* [Instructions to follow]:
Every line of the records below from the line with "M 104,177 L" up to and including the line with "M 76,316 L 144,316" must be reproduced exactly, and no line outside that range.

* [Supplied information]:
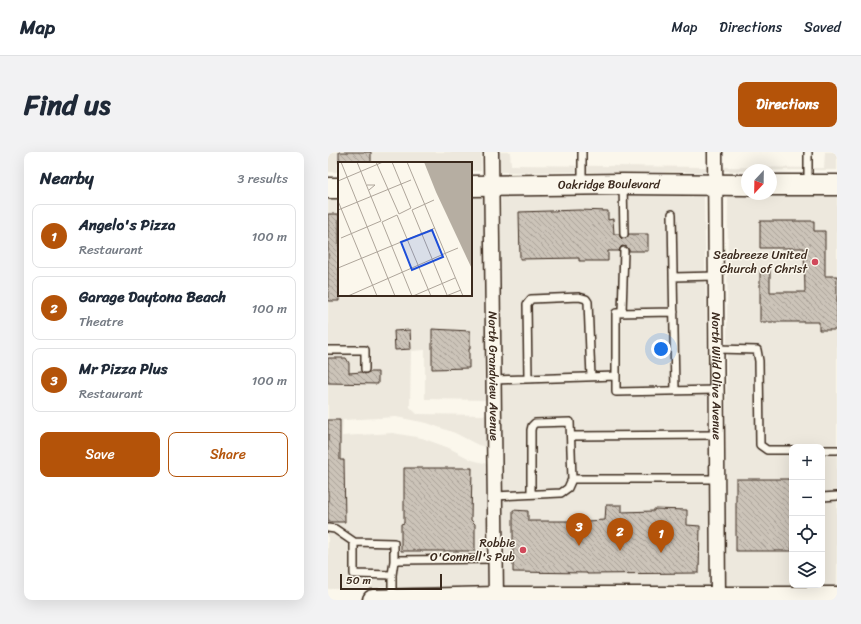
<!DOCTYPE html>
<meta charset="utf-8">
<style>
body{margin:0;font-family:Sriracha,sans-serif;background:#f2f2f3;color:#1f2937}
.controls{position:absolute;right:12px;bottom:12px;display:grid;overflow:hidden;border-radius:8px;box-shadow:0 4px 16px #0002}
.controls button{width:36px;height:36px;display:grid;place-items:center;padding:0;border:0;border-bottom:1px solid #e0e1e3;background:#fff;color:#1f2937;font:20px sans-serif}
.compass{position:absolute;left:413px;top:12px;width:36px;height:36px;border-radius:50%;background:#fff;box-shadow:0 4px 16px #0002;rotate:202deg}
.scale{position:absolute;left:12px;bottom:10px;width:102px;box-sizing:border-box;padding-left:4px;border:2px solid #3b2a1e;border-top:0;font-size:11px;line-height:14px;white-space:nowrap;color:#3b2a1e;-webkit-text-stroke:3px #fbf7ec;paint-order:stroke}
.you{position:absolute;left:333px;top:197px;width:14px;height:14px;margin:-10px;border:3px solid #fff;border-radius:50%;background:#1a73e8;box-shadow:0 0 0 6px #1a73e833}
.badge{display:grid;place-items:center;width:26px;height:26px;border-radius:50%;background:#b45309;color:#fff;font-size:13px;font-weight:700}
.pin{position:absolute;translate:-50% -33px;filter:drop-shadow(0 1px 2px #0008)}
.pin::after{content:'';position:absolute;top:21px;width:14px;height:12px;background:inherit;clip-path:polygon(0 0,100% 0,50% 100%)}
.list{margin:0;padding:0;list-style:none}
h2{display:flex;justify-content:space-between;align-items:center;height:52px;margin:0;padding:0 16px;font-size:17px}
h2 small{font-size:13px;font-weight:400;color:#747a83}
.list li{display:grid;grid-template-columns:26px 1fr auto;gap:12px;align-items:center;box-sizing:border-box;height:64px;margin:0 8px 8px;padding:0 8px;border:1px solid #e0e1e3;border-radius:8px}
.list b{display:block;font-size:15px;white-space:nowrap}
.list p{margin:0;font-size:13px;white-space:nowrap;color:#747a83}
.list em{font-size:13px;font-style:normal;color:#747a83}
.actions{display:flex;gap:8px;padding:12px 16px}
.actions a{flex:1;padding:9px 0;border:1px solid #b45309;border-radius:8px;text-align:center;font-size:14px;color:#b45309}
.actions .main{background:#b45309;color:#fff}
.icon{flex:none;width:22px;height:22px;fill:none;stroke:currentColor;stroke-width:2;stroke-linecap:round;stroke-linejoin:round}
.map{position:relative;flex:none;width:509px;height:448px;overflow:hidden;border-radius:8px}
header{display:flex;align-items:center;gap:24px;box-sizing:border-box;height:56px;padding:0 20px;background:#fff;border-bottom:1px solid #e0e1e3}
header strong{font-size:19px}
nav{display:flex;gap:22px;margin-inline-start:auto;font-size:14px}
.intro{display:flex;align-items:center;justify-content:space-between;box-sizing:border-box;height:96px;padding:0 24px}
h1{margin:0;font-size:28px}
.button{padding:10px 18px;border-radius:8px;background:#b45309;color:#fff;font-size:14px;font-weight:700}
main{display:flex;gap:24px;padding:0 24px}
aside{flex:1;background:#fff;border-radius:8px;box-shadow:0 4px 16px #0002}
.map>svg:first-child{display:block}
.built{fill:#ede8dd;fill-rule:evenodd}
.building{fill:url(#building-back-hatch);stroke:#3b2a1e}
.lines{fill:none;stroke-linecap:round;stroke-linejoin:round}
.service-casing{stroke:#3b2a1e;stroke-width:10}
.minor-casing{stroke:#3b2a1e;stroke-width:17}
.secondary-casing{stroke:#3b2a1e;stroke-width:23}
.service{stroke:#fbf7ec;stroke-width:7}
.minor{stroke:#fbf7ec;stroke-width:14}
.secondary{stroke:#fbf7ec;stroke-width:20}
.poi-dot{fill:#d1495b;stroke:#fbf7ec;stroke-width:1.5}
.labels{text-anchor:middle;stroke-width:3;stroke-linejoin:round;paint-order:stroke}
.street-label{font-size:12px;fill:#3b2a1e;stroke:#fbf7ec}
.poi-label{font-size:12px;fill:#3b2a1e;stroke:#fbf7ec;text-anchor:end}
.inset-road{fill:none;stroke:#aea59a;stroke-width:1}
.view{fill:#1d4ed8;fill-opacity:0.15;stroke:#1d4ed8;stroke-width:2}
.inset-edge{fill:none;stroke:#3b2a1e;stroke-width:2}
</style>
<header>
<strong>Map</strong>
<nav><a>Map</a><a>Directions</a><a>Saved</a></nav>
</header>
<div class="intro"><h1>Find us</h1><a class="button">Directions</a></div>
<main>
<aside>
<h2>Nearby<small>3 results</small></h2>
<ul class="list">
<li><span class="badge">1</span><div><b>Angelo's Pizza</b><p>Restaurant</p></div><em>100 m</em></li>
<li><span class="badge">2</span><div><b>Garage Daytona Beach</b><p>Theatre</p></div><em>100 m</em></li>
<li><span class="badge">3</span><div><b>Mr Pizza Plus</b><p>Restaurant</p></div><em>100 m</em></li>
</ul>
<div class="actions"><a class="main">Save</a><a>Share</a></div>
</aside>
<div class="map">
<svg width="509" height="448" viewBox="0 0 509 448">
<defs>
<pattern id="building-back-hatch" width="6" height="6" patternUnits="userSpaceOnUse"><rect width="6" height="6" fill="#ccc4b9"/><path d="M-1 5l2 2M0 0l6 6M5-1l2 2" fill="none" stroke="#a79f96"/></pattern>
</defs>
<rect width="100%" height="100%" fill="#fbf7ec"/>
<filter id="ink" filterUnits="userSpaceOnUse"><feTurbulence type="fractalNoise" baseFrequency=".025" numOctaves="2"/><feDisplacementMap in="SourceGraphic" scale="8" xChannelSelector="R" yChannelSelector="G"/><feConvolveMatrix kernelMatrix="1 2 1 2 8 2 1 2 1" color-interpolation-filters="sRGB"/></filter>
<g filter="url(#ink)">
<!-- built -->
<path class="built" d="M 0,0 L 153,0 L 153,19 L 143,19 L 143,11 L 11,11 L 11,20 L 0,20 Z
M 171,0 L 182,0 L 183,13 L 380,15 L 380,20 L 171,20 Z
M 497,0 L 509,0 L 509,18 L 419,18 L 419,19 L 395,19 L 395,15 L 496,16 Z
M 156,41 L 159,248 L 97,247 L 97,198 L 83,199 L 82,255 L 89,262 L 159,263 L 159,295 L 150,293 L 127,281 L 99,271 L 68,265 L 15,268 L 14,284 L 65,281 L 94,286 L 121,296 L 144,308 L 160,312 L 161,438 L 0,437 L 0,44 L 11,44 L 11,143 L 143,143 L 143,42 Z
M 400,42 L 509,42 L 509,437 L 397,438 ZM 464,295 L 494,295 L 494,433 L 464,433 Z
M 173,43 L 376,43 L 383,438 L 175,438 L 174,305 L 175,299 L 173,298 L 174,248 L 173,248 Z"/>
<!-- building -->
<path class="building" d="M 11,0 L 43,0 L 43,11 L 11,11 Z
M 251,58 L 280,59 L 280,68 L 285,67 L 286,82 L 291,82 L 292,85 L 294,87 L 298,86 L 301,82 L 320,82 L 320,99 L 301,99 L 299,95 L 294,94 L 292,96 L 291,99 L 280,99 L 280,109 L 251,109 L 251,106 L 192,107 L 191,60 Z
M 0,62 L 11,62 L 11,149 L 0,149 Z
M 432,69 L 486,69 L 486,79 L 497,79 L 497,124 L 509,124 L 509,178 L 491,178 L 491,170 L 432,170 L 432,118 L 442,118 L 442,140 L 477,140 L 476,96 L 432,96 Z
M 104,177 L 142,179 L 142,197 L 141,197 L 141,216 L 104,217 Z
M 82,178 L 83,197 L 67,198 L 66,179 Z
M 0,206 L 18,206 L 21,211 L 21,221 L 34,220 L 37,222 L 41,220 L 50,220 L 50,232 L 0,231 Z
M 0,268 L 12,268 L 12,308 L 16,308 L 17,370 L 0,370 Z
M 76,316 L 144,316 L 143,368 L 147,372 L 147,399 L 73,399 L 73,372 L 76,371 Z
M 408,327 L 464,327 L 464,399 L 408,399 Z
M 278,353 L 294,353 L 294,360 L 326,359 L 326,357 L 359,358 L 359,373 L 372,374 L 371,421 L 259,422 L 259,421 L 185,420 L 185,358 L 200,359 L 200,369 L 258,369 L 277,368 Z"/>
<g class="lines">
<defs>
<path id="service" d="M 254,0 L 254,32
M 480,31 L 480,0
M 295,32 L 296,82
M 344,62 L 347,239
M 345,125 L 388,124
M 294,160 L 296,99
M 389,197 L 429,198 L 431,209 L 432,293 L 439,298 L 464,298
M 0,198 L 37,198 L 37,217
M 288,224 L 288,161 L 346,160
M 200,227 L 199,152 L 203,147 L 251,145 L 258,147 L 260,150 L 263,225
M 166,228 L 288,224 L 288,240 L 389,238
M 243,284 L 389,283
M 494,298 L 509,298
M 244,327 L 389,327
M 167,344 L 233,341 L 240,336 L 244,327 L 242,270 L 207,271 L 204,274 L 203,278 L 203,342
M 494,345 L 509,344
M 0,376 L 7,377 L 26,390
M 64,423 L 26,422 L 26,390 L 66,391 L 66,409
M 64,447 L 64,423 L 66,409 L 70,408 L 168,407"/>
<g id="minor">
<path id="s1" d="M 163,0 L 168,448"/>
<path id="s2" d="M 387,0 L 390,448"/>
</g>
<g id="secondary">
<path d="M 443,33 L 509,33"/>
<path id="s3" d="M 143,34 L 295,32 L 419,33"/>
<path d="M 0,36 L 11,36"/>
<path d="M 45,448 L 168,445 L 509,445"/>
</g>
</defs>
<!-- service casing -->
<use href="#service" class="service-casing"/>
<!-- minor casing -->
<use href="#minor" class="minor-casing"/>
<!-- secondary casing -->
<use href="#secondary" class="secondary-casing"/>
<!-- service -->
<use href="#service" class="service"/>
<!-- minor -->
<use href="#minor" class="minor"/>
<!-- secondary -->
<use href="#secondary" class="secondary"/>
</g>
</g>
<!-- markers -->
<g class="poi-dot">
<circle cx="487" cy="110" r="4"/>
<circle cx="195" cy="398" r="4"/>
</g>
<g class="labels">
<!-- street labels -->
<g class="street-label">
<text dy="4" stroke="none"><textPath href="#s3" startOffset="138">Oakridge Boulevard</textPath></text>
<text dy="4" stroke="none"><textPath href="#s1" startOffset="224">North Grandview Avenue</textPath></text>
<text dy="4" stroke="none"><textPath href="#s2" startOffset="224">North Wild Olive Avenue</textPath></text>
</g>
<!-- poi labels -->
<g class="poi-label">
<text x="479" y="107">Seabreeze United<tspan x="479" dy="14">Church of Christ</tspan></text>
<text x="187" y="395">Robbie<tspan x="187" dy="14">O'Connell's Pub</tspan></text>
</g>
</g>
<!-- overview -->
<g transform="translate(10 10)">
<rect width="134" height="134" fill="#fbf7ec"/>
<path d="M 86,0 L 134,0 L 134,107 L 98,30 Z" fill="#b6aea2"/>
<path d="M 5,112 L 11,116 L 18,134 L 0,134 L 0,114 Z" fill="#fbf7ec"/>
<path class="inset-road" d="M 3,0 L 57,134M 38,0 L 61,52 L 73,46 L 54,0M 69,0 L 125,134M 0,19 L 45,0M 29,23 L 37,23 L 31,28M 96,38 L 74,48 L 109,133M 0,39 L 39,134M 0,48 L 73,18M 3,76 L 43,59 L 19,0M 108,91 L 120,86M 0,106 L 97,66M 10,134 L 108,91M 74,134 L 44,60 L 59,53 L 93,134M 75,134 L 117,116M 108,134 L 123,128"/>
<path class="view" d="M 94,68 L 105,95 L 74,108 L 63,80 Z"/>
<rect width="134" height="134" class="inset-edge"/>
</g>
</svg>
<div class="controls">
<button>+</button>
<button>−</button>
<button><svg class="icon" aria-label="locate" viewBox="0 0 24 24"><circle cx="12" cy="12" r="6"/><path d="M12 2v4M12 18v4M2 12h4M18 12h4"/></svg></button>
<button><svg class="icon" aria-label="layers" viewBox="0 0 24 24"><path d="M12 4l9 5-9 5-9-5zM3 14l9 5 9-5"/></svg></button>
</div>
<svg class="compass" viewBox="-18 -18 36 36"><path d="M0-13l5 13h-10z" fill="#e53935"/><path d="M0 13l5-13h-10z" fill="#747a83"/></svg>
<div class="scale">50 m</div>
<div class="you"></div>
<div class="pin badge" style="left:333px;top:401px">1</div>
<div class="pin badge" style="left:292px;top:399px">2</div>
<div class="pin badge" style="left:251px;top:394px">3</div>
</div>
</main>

* [Result of this exercise]:
M 104,177 L 142,179 L 142,197 L 141,197 L 141,216 L 104,217 Z
M 82,178 L 83,197 L 67,198 L 66,179 Z
M 0,206 L 18,206 L 21,211 L 21,221 L 34,220 L 37,222 L 41,220 L 50,220 L 50,232 L 0,231 Z
M 0,268 L 12,268 L 12,308 L 16,308 L 17,370 L 0,370 Z
M 76,316 L 144,316 L 143,368 L 147,372 L 147,399 L 73,399 L 73,372 L 76,371 Z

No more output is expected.